Re: Hints argument & privacy concerns from Robin Berjon on 2012-01-19 (public-media-capture@w3.org from January 2012)

From: Robin Berjon <robin@berjon.com>
Date: Thu, 19 Jan 2012 14:53:31 +0100
To: Harald Alvestrand <harald@alvestrand.no>
Cc: Anant Narayanan <anant@mozilla.com>, public-media-capture@w3.org
Message-Id: <6DC895FE-A160-4D30-A3B7-2219C68BCAC8@berjon.com>
On Jan 19, 2012, at 14:11 , Harald Alvestrand wrote:
> On 01/19/2012 11:12 AM, Robin Berjon wrote:
>> On Jan 19, 2012, at 08:06 , Anant Narayanan wrote:
>>> However, exposing fine grained control over media hardware to web applications has serious security and privacy implications.
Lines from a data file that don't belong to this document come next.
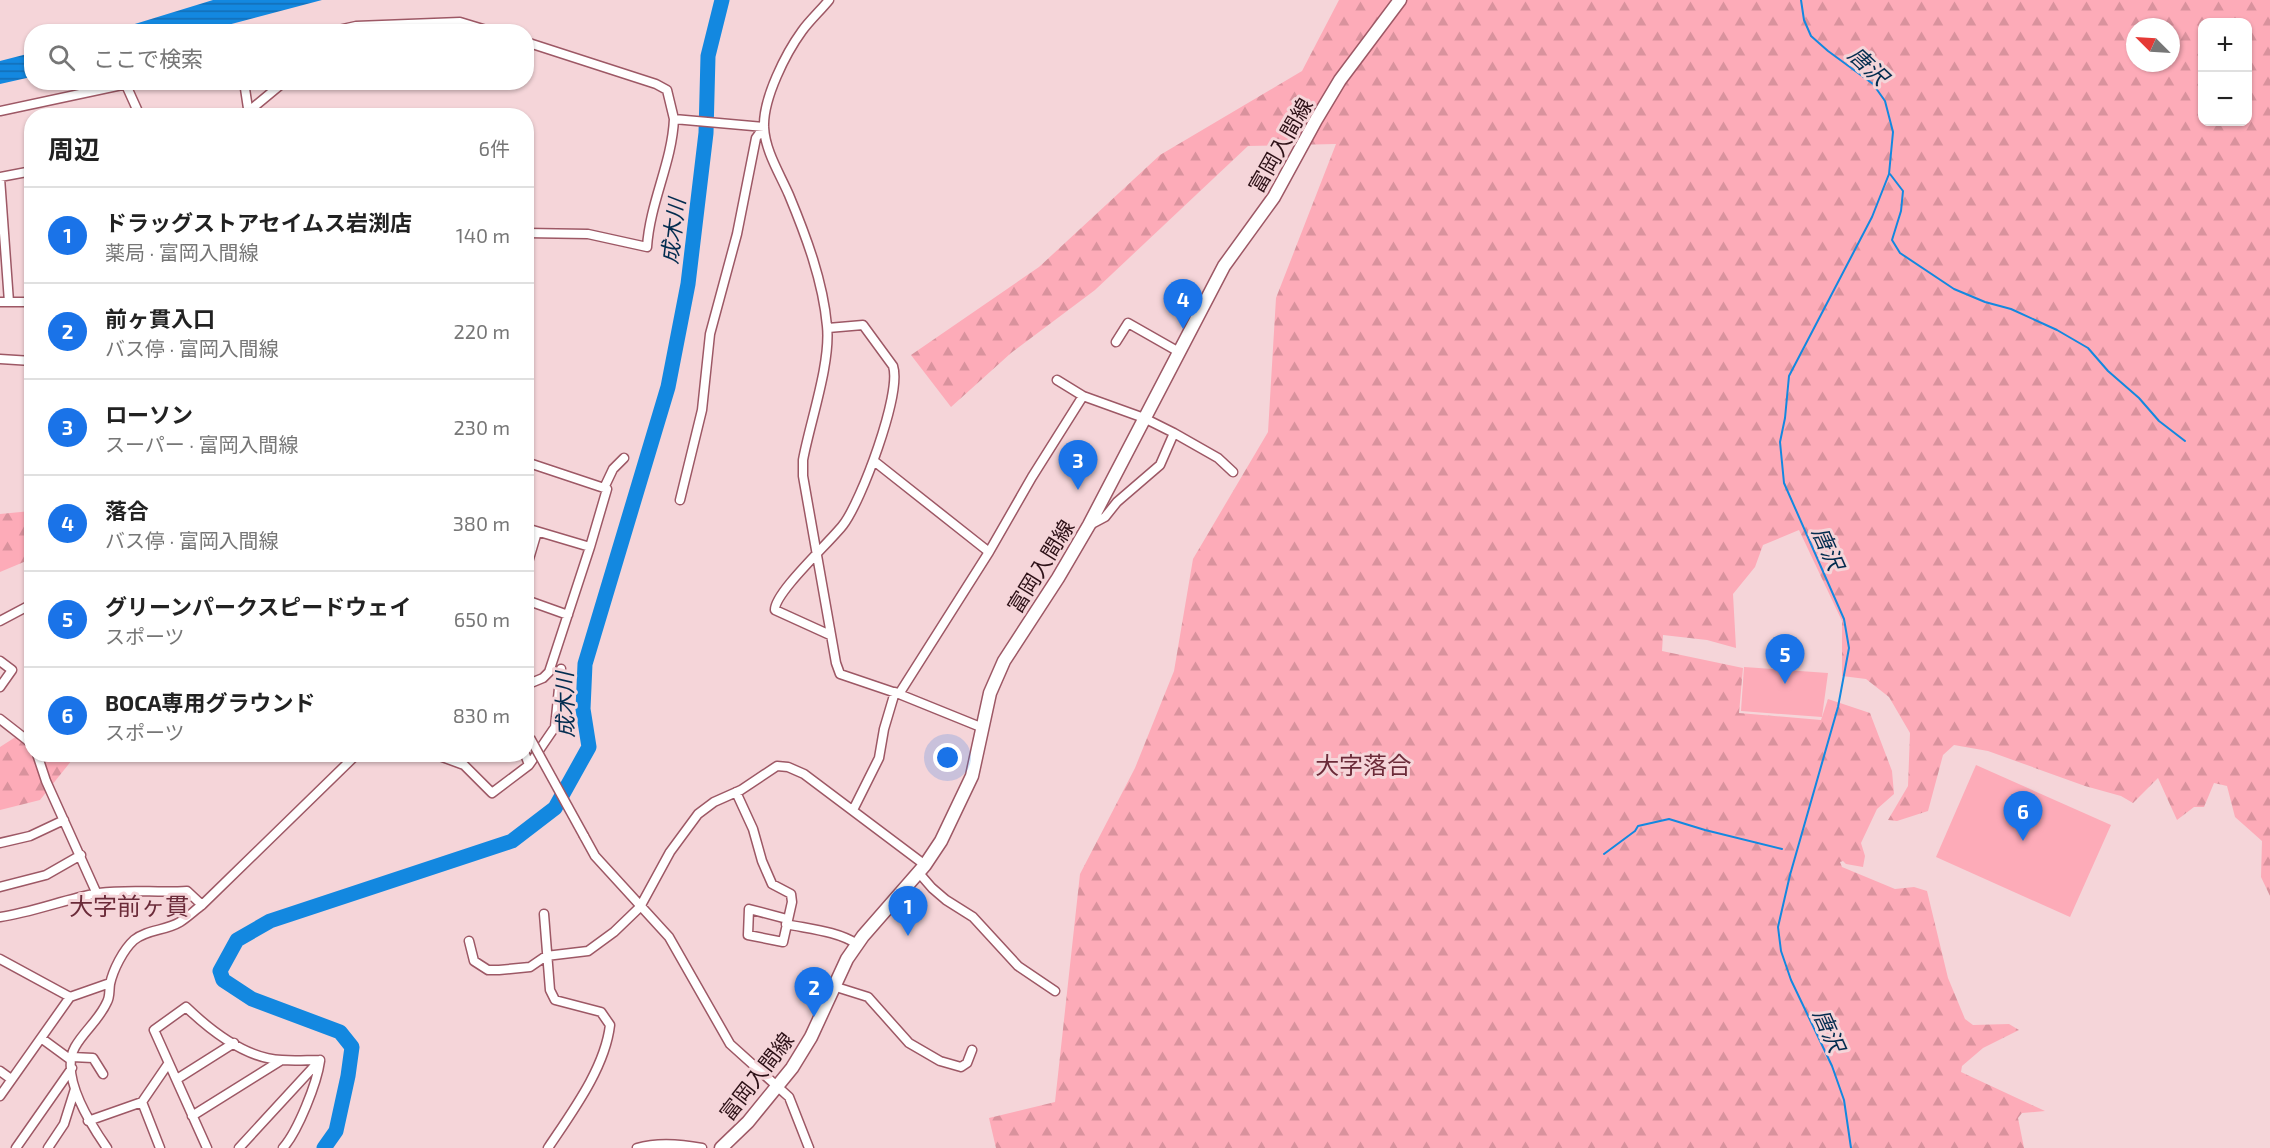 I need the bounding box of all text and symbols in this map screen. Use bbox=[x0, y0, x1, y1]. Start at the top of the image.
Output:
north arrow bbox=[2126, 18, 2180, 72]
map controls bbox=[2198, 18, 2252, 126]
button: + bbox=[2198, 18, 2252, 72]
search box bbox=[24, 24, 534, 90]
water label: 唐沢 bbox=[1844, 40, 1896, 92]
icon: search bbox=[45, 41, 78, 74]
text: ここで検索 bbox=[93, 45, 203, 71]
button: − bbox=[2198, 72, 2252, 126]
street label: 富岡入間線 bbox=[1243, 93, 1317, 197]
text: 周辺 bbox=[48, 133, 100, 164]
text: 6件 bbox=[479, 136, 510, 160]
water label: 成木川 bbox=[655, 195, 689, 265]
text: ドラッグストアセイムス岩渕店 bbox=[105, 209, 412, 235]
text: 1 bbox=[63, 223, 72, 247]
text: 140 m bbox=[456, 223, 510, 247]
text: 薬局 · 富岡入間線 bbox=[105, 240, 259, 264]
pin: 4 bbox=[1164, 280, 1202, 329]
text: 前ヶ貫入口 bbox=[105, 305, 215, 331]
text: 2 bbox=[62, 319, 73, 343]
text: 220 m bbox=[453, 319, 510, 343]
text: バス停 · 富岡入間線 bbox=[105, 336, 279, 360]
text: ローソン bbox=[105, 401, 193, 427]
text: 3 bbox=[62, 415, 73, 439]
text: 230 m bbox=[454, 415, 510, 439]
text: スーパー · 富岡入間線 bbox=[105, 432, 298, 456]
pin: 3 bbox=[1058, 440, 1098, 490]
text: 落合 bbox=[105, 497, 149, 523]
text: 4 bbox=[61, 511, 74, 535]
text: 380 m bbox=[453, 511, 510, 535]
street label: 富岡入間線 bbox=[1002, 515, 1078, 617]
water label: 唐沢 bbox=[1808, 523, 1851, 576]
text: バス停 · 富岡入間線 bbox=[105, 528, 279, 552]
text: グリーンパークスピードウェイ bbox=[105, 593, 411, 619]
text: 5 bbox=[62, 607, 73, 631]
text: 650 m bbox=[454, 607, 510, 631]
text: スポーツ bbox=[105, 624, 185, 648]
pin: 5 bbox=[1766, 634, 1804, 684]
water label: 成木川 bbox=[550, 670, 578, 738]
text: BOCA専用グラウンド bbox=[105, 689, 316, 715]
text: 6 bbox=[62, 703, 73, 727]
text: 830 m bbox=[453, 703, 510, 727]
text: スポーツ bbox=[105, 720, 185, 744]
your location bbox=[933, 743, 962, 772]
district label: 大字落合 bbox=[1315, 750, 1411, 779]
pin: 6 bbox=[2004, 792, 2042, 841]
pin: 1 bbox=[888, 886, 928, 936]
district label: 大字前ヶ貫 bbox=[69, 891, 189, 920]
pin: 2 bbox=[794, 968, 834, 1017]
water label: 唐沢 bbox=[1809, 1005, 1852, 1058]
street label: 富岡入間線 bbox=[714, 1027, 798, 1125]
Enumeration of available devices, for example, will provide several bits of data that will allow third parties to more easily fingerprint users.
>> Yes, we should definitely not support device characteristics enumeration.
> I'll just raise a dissenting voice .... I think the concern here (and the cost of addressing that concern) is out of proportion with the threat; the mechanisms available for distinguishing users are so legion that the additional bits available from knowing that there are two cameras on the device, one of which supports HD quality video, is microscopic in comparision.

I think that the mistake you're making here is that you're considering these things in isolation. One bit here and two bits there aren't much on their own, but bits are nasty little critters that add up rather quickly. Listing the number of video inputs, the number of audio inputs, alongside their capabilities is a fair bit of bits, too.
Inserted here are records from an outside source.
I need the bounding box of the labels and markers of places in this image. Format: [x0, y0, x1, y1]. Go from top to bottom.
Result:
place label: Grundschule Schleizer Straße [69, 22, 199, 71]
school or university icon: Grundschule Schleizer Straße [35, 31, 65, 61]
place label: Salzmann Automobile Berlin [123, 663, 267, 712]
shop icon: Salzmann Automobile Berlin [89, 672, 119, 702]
Fingerprinting isn't a boogeyman, it's a genuine issue. That being said, it always needs to be balanced against the value of the use case. As I explain below, I don't think that the enumeration use case adds that much value.

>>> However, some applications will need a minimum set of requirements in order to be able to function. I propose that we leave it up to the application to detect if the resulting stream has the characteristics it wants, and provide the user with an appropriate message (and perhaps retry with another call to getUserMedia()) if it does not.
>> Just to be clear, I presume you mean intrinsic properties of the produced stream that would apply if the stream came from somewhere else. In other words, an application can complain that it's not getting stereo sound because it needs it, but it shouldn't be able to complain that it was given the back camera when it wanted the front, right?
> I think this example is limiting enough to be misleading. If we break the bond between "camera" and "physically part of the device on which the user is performing the UI interaction", categories like "front" or "back" become fully misleading.
> 
> For instance, conferencing units may have a room camera, a document camera and a lectern camera, neither of which is attached to the physical box; which one of these is "front"?
> (this illustrates the need for SOMEONE - either browser chrome or JS API - to enumerate cameras, btw)
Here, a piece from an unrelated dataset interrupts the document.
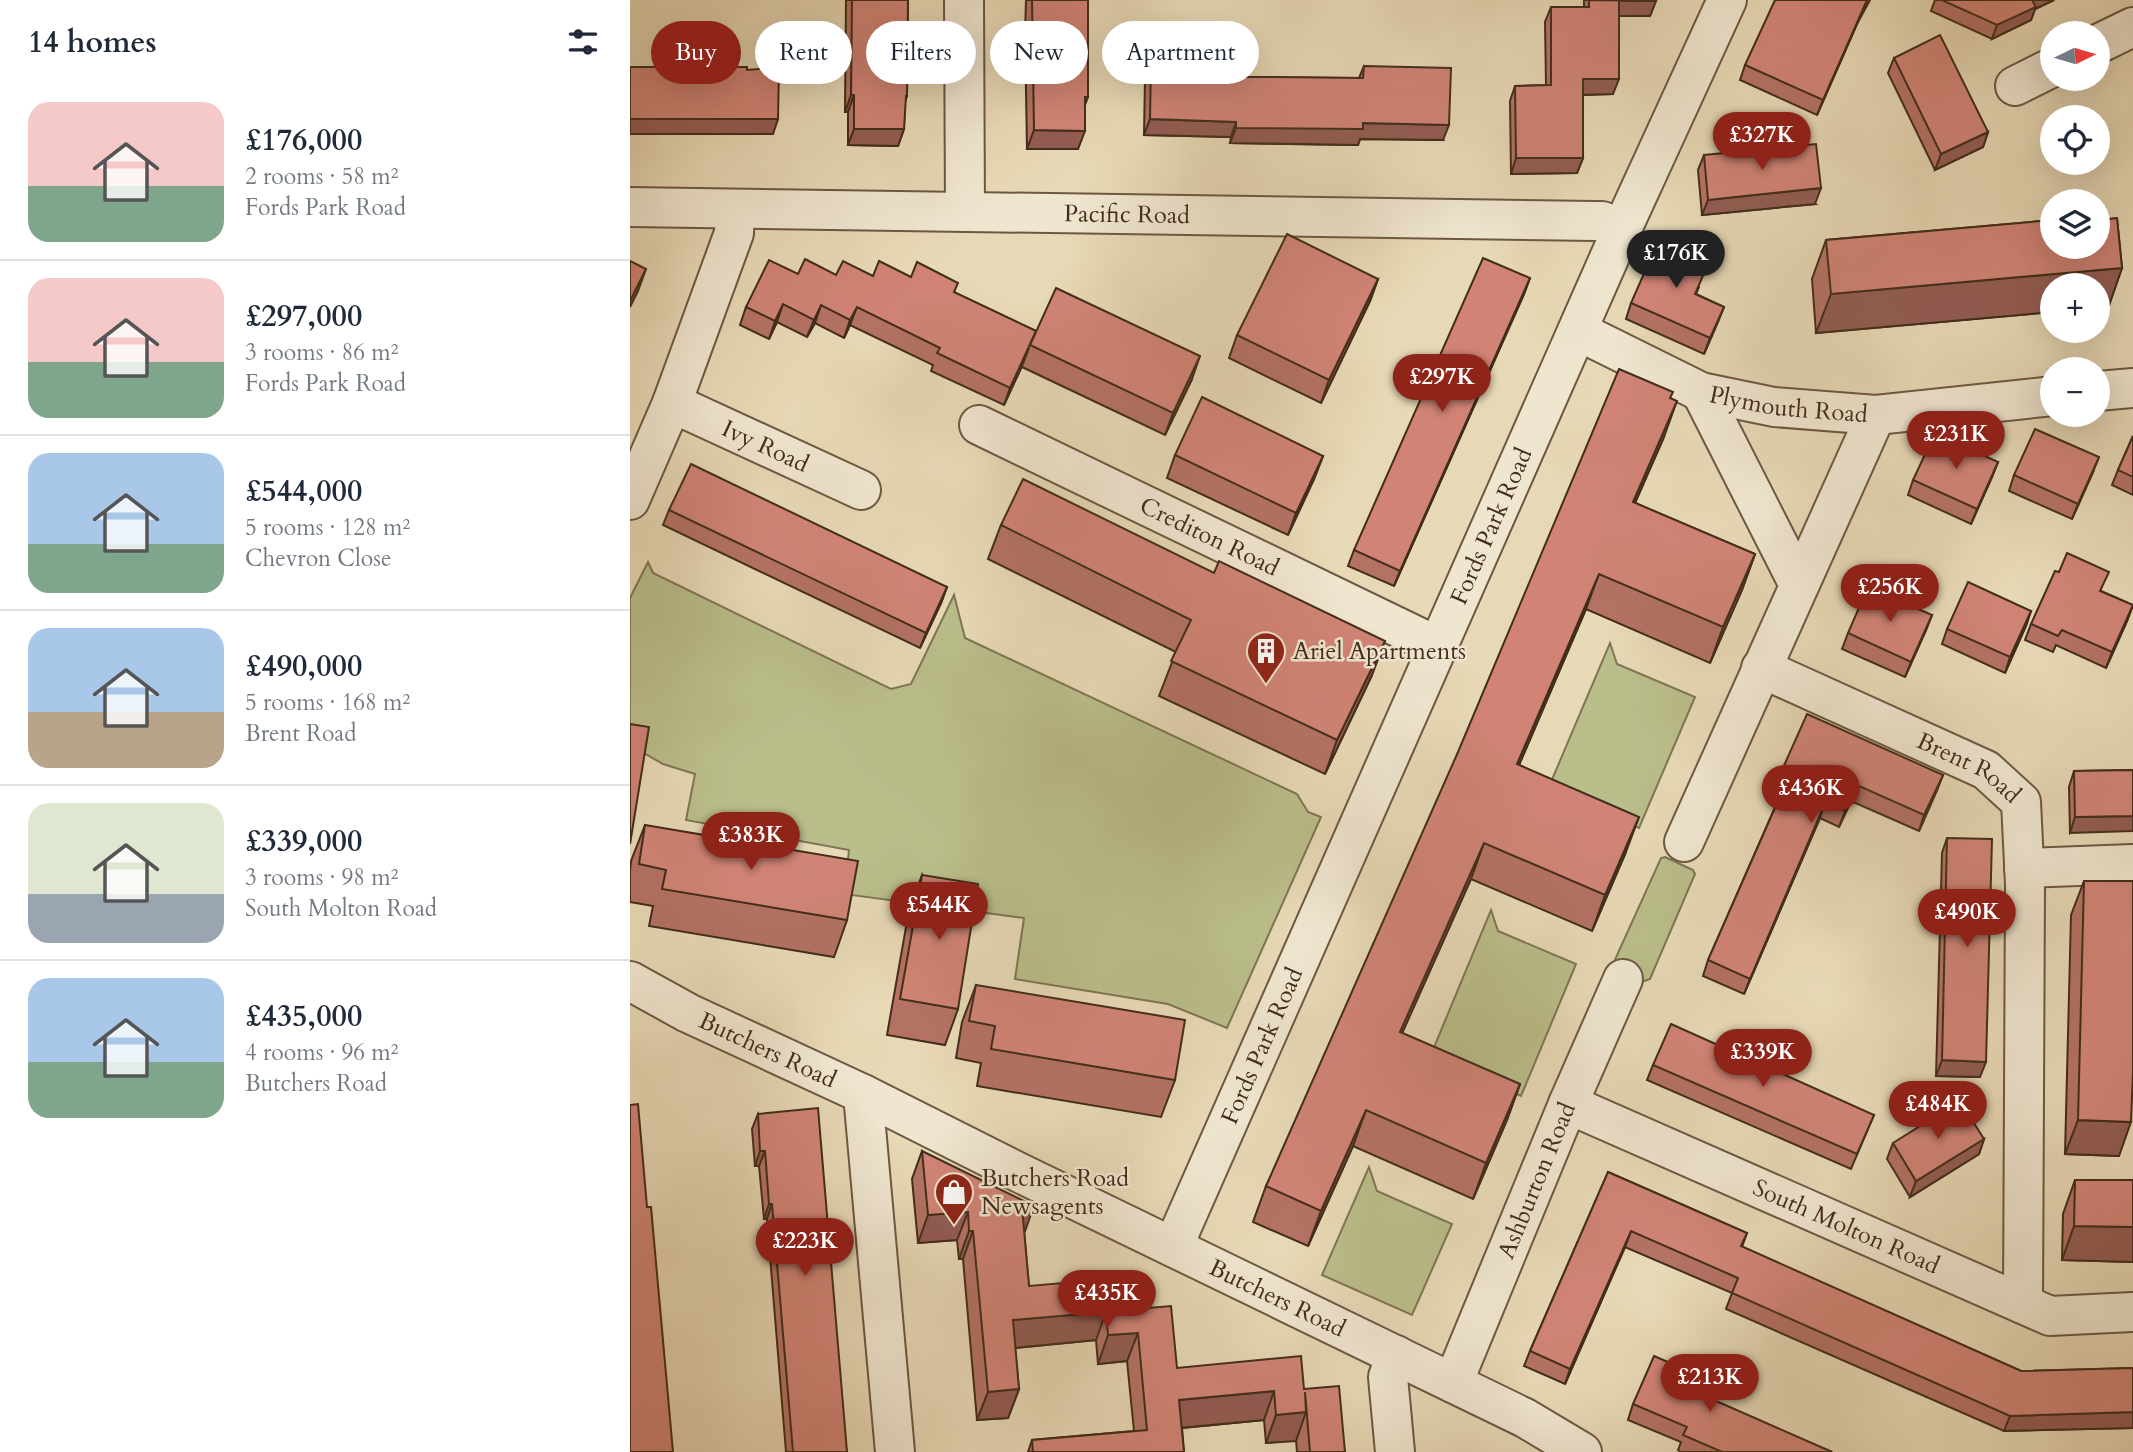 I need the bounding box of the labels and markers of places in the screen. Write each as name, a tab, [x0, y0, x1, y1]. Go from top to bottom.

There are several ways of addressing this.

Option A. Allow enumeration of all the room's cameras. If this is to be made useful for users, you need to provide human-readable names of some kind so that the application can offer the user a choice. We're not talking about a few bits of fingerprinting here — if I'm in an office space (as I am now) with access not just to my devices' cameras but also others, and they all have human-readable names, that's a lot of information. If, as one can almost surely expect, the names for these video devices include the brand and make, I'm getting close to being uniquely identifiable with that information alone.

Option B. Having "front" and "back" is a sufficient ontology for the 80% case. Given that users can *always* choose which device they want to use (i.e. if the request hint is for "front" because that makes sense to a conferencing scenario, I can still pick "back" because I'm setting up conferencing for someone else, or I can still pick "room" if I want to — the app doesn't need to know) it doesn't break the remaining 20%, or in fact make them substantially less usable.

Option C. We stick to the hint story but people feel we need a more detailed ontology to convey a greater set of input situations. So we create a more detailed ontology including things like "room", "lectern", "spyplane", etc. Using this, option A can be modified so that instead of full names only names pertaining to the ontology are returned, which is less privacy-invasive.

I believe that option A is unacceptable from a privacy standpoint. As for option C, it's a mesh of ratholes so deep you could probably go Balrog-hunting in it. How precise does the ontology need to be? How far out to niche use cases do we go? How is it evolved over time and how do I know which version my user agent understands? What happens if there are naming conflicts? Who gets to configure devices set up in a room so as to conform to the ontology? Will my French IT staff think that "lectern" is the document camera since that's for reading ("lecture")? Is it a lectern camera if it can follow me off-stage as I crowd-surf a roomful geeks driven to wild ecstasy by my presentation on the value of hardware ontologies in API design?

I like option B best :) It works for the more common cases, and it doesn't break the less common ones.

>> This is borderline bikeshedding so I won't insist, but it seems to me that if you pick the right names you can avoid those two levels of nesting:
>> 
>> {
>>     "audio": false
>> ,   "video": false
>> ,   "channels": "2"
>> ,   "quality": "voip"
>> ,   "camera": "back"
>> }
> Minor return bikeshed: you have now assumed that there is a single namespace for both audio hints and video hints. I can easily imagine "quality" being relevant for both audio and video, but with incompatible semantics.

That's why I said "pick the right names". Yes indeed if we don't there would be clashes.

> I'd prefer the two-dictionary solution. But like Robin, not strongly.

As Dom said we can have it so that audio and video both accept "true" as well as a set of hints, which works fine for me. Note that this would allow { audio: {}, video: {} } instead of "true" (which is fine IMHO). Having provided options on the colour of this bikeshed, I suggest we let Anant pick which one he favours :)

-- 
Robin Berjon - http://berjon.com/ - @robinberjon
Received on Thursday, 19 January 2012 13:54:06 UTC